Copy, from the entries below, each line in which the string "markers" appears.

*** Data for this exercise Section Begins ***

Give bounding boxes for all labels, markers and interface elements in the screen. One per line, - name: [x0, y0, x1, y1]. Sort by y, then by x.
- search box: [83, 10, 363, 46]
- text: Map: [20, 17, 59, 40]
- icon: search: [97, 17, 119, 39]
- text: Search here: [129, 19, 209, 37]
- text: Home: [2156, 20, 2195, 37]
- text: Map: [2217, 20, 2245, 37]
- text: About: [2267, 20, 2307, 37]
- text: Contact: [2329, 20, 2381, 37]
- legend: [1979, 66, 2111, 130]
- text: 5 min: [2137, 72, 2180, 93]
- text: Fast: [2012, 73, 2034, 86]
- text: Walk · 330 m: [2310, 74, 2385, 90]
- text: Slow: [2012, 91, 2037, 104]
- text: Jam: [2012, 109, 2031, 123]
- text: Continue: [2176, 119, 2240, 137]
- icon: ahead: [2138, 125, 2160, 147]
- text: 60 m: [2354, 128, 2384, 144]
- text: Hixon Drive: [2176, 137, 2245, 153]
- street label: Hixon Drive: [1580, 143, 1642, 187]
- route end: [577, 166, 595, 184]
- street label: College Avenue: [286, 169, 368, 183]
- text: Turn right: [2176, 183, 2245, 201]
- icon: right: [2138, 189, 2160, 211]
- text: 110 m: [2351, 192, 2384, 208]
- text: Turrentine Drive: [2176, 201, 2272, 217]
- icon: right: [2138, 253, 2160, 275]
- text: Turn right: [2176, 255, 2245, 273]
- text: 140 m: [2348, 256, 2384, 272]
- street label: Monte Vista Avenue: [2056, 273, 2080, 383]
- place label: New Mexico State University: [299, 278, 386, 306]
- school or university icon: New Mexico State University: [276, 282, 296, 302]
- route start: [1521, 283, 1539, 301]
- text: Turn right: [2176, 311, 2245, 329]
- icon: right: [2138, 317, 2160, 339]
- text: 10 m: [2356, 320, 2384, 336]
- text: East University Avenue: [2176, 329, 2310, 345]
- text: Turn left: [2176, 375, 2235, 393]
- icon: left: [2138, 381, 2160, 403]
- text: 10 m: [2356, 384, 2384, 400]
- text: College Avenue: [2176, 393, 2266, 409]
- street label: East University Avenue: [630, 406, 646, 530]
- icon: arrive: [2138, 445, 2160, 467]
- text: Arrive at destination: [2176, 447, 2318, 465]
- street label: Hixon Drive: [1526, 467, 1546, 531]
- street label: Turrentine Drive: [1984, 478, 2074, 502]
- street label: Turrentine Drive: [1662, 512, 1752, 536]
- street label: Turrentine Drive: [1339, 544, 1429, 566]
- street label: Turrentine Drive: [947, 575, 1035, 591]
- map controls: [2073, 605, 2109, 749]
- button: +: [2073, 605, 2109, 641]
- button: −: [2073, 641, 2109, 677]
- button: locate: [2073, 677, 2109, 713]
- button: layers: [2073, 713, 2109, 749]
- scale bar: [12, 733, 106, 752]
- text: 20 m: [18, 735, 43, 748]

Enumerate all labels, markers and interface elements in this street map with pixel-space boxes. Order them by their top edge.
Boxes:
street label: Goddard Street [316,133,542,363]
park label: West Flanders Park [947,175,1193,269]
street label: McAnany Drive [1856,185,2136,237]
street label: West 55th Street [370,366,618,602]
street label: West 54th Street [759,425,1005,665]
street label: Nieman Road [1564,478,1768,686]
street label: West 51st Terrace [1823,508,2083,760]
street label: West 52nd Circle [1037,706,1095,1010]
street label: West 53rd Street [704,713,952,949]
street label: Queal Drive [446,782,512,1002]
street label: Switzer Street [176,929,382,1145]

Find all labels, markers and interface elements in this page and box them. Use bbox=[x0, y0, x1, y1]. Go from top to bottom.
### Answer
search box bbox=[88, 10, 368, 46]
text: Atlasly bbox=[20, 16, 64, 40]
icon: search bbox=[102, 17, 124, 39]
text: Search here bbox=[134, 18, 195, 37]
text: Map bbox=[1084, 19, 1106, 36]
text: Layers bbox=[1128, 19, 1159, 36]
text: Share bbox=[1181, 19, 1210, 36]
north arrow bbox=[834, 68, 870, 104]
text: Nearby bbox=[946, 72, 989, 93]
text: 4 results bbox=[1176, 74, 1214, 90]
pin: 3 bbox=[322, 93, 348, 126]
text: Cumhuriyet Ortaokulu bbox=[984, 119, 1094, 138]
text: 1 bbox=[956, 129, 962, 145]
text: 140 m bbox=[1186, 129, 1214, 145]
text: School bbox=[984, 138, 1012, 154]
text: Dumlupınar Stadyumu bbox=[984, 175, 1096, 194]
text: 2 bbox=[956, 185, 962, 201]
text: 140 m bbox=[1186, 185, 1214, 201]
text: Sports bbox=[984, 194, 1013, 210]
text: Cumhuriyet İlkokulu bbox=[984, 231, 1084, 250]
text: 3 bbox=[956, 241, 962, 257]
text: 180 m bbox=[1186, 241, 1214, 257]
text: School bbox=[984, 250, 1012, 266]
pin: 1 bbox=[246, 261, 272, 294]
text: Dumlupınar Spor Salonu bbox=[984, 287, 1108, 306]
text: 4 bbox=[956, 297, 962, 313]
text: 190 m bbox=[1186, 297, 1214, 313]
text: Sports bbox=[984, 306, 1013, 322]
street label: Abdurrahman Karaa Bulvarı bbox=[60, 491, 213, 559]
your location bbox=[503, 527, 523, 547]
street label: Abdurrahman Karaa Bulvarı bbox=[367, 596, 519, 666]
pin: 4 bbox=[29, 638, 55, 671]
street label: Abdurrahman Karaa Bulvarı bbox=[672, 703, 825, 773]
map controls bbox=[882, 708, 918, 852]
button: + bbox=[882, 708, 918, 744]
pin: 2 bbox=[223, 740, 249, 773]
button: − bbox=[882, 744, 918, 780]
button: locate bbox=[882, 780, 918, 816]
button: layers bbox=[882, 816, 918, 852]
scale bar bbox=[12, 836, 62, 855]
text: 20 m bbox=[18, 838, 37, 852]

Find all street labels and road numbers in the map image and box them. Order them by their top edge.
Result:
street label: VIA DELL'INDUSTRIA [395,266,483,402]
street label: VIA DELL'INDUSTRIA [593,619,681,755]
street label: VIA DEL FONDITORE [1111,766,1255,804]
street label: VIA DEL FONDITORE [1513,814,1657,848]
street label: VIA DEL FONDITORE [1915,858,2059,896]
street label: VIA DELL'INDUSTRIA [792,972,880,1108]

*** Data for this exercise Section Ends ***

_Answer box:_
Give bounding boxes for all labels, markers and interface elements in the screen. One per line, - name: [x0, y0, x1, y1]. Sort by y, then by x.
Enumerate all labels, markers and interface elements in this street map with pixel-space boxes. Order them by their top edge.
Find all labels, markers and interface elements in this page and box them. Use bbox=[x0, y0, x1, y1]. Go from top to bottom.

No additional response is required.